Sunday, January 26, 2014

Adding community gardens to our parks would help build our resilience


Morning walks regularly take me past two or three of Shepparton’s small community parks south of the railway station.

One of Shepparton's many
small parks that could easily
be a community garden.
This mosaic of parks was once the focus of activity with regular gatherings, kids playing and people talking, adding much neighbourhood building and bonding.

With rare exceptions, and one is Victory Park in St George’s Road for with a cricket pitch and being big enough for soccer is used regularly, most have fallen largely into disuse.

The City of Greater Shepparton has invested, in some cases, in the establishment sophisticated and safe play equipment, but missing, mostly, is the throng of kids and adults that would bring life to the parks.

A fellow who lives near a park said that it was once a space used every two or three weeks for an event organized by a former local councillor, but now it was largely unused and simply little more than a “short-cut’ for pedestrians.

A retired fellow, who lived close to a nearby park when his kids were young, said they always wanted to play there, but now its use, despite having a sophisticated and safe playground, had dropped close to zero.

The parks, well cared for and ringed by houses are a wonderful community asset and are perfectly placed to play a critical role in helping those nearby feed themselves as a different future emerges.
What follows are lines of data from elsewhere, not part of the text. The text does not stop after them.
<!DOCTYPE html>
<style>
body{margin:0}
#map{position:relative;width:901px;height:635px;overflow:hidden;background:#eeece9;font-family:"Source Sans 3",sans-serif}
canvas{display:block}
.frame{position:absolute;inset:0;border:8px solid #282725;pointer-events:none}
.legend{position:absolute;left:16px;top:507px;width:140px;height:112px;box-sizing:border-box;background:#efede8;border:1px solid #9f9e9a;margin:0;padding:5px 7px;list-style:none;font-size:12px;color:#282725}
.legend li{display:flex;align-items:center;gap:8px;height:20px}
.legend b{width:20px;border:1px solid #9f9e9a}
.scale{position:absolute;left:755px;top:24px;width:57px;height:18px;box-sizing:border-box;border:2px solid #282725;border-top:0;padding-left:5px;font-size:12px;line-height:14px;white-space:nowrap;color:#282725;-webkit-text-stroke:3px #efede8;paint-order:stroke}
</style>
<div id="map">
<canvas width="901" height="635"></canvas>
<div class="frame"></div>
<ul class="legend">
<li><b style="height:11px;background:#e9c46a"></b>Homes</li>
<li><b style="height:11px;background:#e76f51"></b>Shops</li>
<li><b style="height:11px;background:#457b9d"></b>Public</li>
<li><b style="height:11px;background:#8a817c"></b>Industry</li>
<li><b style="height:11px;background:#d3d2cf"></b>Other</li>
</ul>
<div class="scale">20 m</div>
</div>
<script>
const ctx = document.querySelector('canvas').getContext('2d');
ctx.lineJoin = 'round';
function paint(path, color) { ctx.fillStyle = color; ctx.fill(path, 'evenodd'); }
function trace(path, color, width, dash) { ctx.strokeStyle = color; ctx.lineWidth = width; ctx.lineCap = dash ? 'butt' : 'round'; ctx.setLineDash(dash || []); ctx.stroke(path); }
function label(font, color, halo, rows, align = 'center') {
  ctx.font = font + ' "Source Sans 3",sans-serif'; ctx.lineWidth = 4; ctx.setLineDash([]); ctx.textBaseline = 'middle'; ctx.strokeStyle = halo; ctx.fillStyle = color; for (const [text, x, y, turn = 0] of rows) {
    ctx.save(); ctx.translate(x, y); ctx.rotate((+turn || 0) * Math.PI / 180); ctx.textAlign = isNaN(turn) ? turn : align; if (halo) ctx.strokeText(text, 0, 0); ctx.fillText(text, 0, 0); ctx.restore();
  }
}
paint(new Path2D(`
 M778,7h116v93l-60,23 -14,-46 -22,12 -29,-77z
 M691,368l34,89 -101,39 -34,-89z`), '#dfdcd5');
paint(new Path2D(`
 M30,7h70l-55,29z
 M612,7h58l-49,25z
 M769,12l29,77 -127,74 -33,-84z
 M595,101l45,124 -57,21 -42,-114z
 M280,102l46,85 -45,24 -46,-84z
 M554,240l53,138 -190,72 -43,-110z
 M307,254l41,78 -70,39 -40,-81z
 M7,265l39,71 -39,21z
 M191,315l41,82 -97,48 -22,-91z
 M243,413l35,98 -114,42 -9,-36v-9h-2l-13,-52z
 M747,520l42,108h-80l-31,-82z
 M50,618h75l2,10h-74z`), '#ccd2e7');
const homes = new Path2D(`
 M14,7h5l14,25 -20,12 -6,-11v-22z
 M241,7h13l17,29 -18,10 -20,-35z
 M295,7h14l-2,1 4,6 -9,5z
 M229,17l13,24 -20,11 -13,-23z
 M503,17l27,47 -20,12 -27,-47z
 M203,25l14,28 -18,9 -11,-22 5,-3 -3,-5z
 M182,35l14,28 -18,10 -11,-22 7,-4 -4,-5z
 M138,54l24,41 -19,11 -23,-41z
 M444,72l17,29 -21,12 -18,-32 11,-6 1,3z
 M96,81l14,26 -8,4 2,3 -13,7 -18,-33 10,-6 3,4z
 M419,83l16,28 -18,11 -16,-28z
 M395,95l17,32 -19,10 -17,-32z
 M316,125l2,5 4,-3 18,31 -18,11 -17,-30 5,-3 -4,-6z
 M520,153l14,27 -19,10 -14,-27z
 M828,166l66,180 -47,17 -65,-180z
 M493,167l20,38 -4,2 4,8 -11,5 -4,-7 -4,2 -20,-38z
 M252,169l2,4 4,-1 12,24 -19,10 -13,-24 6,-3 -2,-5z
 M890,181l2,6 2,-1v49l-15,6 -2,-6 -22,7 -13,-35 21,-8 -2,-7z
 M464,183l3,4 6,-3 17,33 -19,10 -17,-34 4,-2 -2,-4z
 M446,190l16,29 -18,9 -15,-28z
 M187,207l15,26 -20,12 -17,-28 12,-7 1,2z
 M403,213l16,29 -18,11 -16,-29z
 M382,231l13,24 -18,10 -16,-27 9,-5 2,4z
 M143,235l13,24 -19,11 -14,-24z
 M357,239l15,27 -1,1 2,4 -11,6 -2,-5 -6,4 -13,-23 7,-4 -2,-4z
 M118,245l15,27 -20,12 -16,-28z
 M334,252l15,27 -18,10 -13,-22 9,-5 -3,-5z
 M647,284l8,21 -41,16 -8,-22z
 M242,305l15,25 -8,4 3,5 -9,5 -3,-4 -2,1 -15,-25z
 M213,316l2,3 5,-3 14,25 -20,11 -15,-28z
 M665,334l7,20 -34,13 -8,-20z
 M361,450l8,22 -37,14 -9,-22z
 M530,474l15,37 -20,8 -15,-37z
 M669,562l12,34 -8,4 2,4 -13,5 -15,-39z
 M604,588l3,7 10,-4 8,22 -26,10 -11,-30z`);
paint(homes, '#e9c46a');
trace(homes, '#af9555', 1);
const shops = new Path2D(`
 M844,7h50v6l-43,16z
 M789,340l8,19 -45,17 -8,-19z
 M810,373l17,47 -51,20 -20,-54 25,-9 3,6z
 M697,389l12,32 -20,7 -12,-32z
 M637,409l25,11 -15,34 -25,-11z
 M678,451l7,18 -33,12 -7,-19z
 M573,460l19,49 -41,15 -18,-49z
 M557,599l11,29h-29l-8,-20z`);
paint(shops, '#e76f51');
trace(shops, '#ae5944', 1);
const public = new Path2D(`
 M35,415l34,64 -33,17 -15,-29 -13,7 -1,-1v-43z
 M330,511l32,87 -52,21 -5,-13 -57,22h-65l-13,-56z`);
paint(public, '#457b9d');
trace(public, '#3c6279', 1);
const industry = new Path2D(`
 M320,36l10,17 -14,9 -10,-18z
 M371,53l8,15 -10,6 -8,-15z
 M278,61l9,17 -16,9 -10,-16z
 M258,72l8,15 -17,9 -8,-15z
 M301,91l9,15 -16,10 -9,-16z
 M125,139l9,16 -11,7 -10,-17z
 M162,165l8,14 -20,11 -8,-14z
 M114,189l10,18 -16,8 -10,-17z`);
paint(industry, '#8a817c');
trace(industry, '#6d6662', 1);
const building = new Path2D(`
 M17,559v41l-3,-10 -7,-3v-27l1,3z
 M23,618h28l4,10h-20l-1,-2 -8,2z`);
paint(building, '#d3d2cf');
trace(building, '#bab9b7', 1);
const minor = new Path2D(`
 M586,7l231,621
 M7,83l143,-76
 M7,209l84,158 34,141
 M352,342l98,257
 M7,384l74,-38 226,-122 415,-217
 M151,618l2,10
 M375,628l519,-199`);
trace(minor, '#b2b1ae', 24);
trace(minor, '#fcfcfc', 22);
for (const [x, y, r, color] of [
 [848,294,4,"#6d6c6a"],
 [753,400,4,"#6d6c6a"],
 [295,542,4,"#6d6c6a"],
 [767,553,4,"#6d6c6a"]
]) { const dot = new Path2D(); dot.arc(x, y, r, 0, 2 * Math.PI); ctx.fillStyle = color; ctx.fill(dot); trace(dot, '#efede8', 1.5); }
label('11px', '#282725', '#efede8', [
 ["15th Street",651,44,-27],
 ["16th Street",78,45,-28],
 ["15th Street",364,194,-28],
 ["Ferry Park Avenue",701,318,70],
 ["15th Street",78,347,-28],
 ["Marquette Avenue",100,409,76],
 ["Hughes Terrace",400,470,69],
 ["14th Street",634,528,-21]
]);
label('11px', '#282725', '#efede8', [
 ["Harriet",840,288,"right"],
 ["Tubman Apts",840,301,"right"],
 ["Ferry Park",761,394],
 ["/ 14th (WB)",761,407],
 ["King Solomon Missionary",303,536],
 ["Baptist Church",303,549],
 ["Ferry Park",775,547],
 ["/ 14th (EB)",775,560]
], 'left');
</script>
Beyond being the perfect place for community gardens they are equally a perfect space to launch a community strengthening program; a program that hopefully would allow escape from the individualism that has predominated for decades, but happily goes missing when communities are troubled by disaster, as is evident with such things as bushfires.
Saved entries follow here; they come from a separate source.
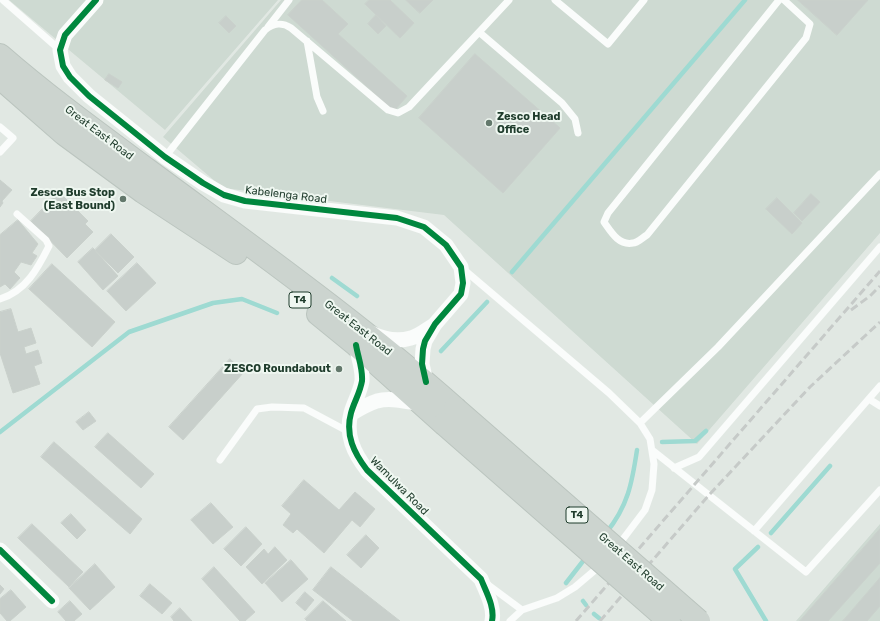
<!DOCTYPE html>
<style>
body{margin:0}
canvas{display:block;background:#e1e8e3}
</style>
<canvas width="880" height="621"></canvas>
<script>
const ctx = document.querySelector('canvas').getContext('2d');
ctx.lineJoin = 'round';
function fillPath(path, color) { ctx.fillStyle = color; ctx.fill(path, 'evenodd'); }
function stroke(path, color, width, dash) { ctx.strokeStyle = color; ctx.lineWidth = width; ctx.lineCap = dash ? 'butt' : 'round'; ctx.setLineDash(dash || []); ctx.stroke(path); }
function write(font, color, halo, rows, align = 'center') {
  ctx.font = font + ' Rubik,sans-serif'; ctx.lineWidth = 4; ctx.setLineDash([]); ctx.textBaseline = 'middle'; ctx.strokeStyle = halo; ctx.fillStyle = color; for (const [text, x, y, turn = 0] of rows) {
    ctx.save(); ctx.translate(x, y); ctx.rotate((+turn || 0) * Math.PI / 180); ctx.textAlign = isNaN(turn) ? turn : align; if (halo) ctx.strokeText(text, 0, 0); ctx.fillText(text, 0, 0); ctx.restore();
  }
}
fillPath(new Path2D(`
 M9,0H278L165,130Z
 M281,0H880V233L697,444L444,215L223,188L163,137Z
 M880,524V621H796Z`), '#cedad2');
stroke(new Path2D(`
 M512,272L745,0
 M332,278L357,296
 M441,351L487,302
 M0,432L129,332L213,303L242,299L277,313
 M662,442L695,441L706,431
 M606,533C628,506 632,483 637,450
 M771,533L830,466
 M758,547L735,569L766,621
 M566,583L587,556
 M583,601L586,605
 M594,614L599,618`), '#9edad2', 4.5);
const building = new Path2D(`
 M302,0H322L348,24L338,34L407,96L394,111L288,15Z
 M369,0H390L414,23L400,38L365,4Z
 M406,0H433L420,13Z
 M798,0H868L837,35Z
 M376,15L386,26L378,34L368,24Z
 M226,16L236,26L229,33L219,23Z
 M475,54L560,128L503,193L419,118Z
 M109,74L122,82L118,88L105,80Z
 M0,180L12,190L2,201L3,203L0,207Z
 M59,192L88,221L85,224L93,232L67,258L31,221Z
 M811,194L820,202L802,221L794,213Z
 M777,198L802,223L792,234L766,209Z
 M18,220L38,244L32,253L37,256L31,265L21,262L14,272L20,278L10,289L5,284L0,287V235Z
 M111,234L134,257L118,273L95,250Z
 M93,248L118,276L103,290L78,262Z
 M137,263L156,283L126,311L107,291Z
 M52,264L115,322L92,347L29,289Z
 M11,309L18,332L31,328L36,343L24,347L26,354L38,350L42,363L34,366L40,384L13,393L0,353V312Z
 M230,359L244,372L183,440L169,427Z
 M89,412L96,421L83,430L76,422Z
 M108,433L154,474L141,488L95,447Z
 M54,442L142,519L130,534L41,457Z
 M304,480L339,510L355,492L375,509L360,527L352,520L324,553L297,529L293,533L283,525L291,514L282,506Z
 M211,503L233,527L213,544L191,520Z
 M71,514L86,530L77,539L61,523Z
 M32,524L83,572L69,587L18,538Z
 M246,527L262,544L241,566L224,549Z
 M880,529V563L828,621H800Z
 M366,535L379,548L361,568L347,555Z
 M275,547L287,560L262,584L246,567L264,549L268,554Z
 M291,560L308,579L282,602L265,583Z
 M95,564L115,587L90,610L69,588Z
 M214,567L255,612L245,621H240L202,579Z
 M331,567L400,621H353L313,590Z
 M880,578V606L867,621H843Z
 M150,584L172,603L162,614L140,596Z
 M0,585L4,589L0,594Z
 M11,590L26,607L10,621H7L0,613V599Z
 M305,592L314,600L305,611L296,603Z
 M70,601L82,614L74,621H66L58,612Z
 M323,601L346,621H307L305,619Z
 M180,608L192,621H174L171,617Z`);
fillPath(building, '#c8cfcb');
stroke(building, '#cad1cc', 1);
const primary = new Path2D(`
 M0,55C47,96 98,133 148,170C252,247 358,322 455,408
 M0,78L64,134L143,192L236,253
 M318,314L356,345L444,424`);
stroke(primary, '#bbc5bf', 24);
stroke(new Path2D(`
 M3,0L60,50
 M555,0L608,44L644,0
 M779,0L608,213L604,222C611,232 619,246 633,243C638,243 643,237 647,235L806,38L810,24L784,0
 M268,27L289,0
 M479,32L562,103L575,119L578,133
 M307,41L317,97L323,111
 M0,127L13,138L0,152
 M165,157L265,30C274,23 282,22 291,28L388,110L398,113L409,107L509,0
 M462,268L609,393L640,423L650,439L654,464L652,490L645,510L617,547
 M0,299C26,291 38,268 49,246L46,240L17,214
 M869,399L880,406
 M640,423L718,347L880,174
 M652,450L806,572L880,490
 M220,460L257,409L272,407L304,408L349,432
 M674,468L699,457L880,247
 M754,531L880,386
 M487,584L522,610L557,598L575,587L601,565
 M510,621L522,610`), '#fafcfb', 7);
stroke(new Path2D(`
 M96,0L65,35L60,50L63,66L70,77L89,96L165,157L203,183L224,195L245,201L397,218L424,227L446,245L461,267L463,283L461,294L435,324L425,341L423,349L422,364L426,382
 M371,333C383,339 397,342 411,338C419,336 427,329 434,325
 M356,345C358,357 363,369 362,381C360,393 354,402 351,413C345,435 354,453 367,470L481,579C486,592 495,607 492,621
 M351,414C359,409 368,404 377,401C391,397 407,402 422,404
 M0,550L52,601`), '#fafcfb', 15);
stroke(primary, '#ccd4cf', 22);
stroke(new Path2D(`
 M851,310L870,296L880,286
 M576,621L880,271
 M600,621L709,495L810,387L880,322`), '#c6cac8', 3, [8, 4]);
const primaryBridge = new Path2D(`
 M455,408L699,621
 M444,424L669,621`);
stroke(primaryBridge, '#bbc5bf', 24, []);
stroke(primaryBridge, '#ccd4cf', 22);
stroke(new Path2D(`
 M96,0L65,35L60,50L63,66L70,77L89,96L165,157L203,183L224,195L245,201L397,218L424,227L446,245L461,267L463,283L461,294L435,324L425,341L423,349L422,364L426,382
 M356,345C358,357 363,369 362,381C360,393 354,402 351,413C345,435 354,453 367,470L481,579C486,592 495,607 492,621
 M0,550L52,601`), '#00873e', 6);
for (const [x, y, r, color] of [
 [489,123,4,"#63786c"],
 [123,199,4,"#63786c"],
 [339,369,4,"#63786c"]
]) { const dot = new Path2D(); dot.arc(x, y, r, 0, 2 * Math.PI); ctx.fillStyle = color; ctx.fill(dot); stroke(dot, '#eff7f1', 1.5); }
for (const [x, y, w] of [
 [300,300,22],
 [577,515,22]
]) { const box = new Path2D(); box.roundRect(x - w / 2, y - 8, w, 16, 3); ctx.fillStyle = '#eff7f1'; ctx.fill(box); stroke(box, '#1f3c2c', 1); }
write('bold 10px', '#1f3c2c', null, [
 ["T4",300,300],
 ["T4",577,515]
]);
write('bold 11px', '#1f3c2c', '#eff7f1', [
 ["Zesco Head",497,117,"left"],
 ["Office",497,130,"left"],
 ["Zesco Bus Stop",115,193],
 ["(East Bound)",115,206],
 ["ZESCO Roundabout",331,369]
], 'right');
write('11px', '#1f3c2c', '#eff7f1', [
 ["Great East Road",99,133,37],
 ["Kabelenga Road",286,195,7],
 ["Great East Road",358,328,38],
 ["Wamulwa Road",399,486,45],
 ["Great East Road",631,562,41]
]);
</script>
Realities, facts that are clearly indisputable, point to the importance of the City of Greater Shepparton taking the lead, that is what leaders are meant to do, to begin a movement that would see our mosaic of parks become, in addition to what they already are, community gardens.

The present picture in Australia is one of plenty, but with the rapid depletion of various fossil resources such as oil, gas and phosphorous (an essential ingredient in fertilizers and without which most of Australia’s ancient soils will grow little), and to further complicate things, top soil, the abundance we enjoy is finite.

Living on the driest of continents, we need to do all possible to save water and with a whole neighbourhood contributing to just one garden, such conservation is possible.

Listening to many of Australia’s leading thinkers who have no obvious ideological bias or links to various lobby groups, say we have passed our economic “sweet spot” and with the resources boom in retreat, our future resilience is linked to far simpler things; things such as community gardens.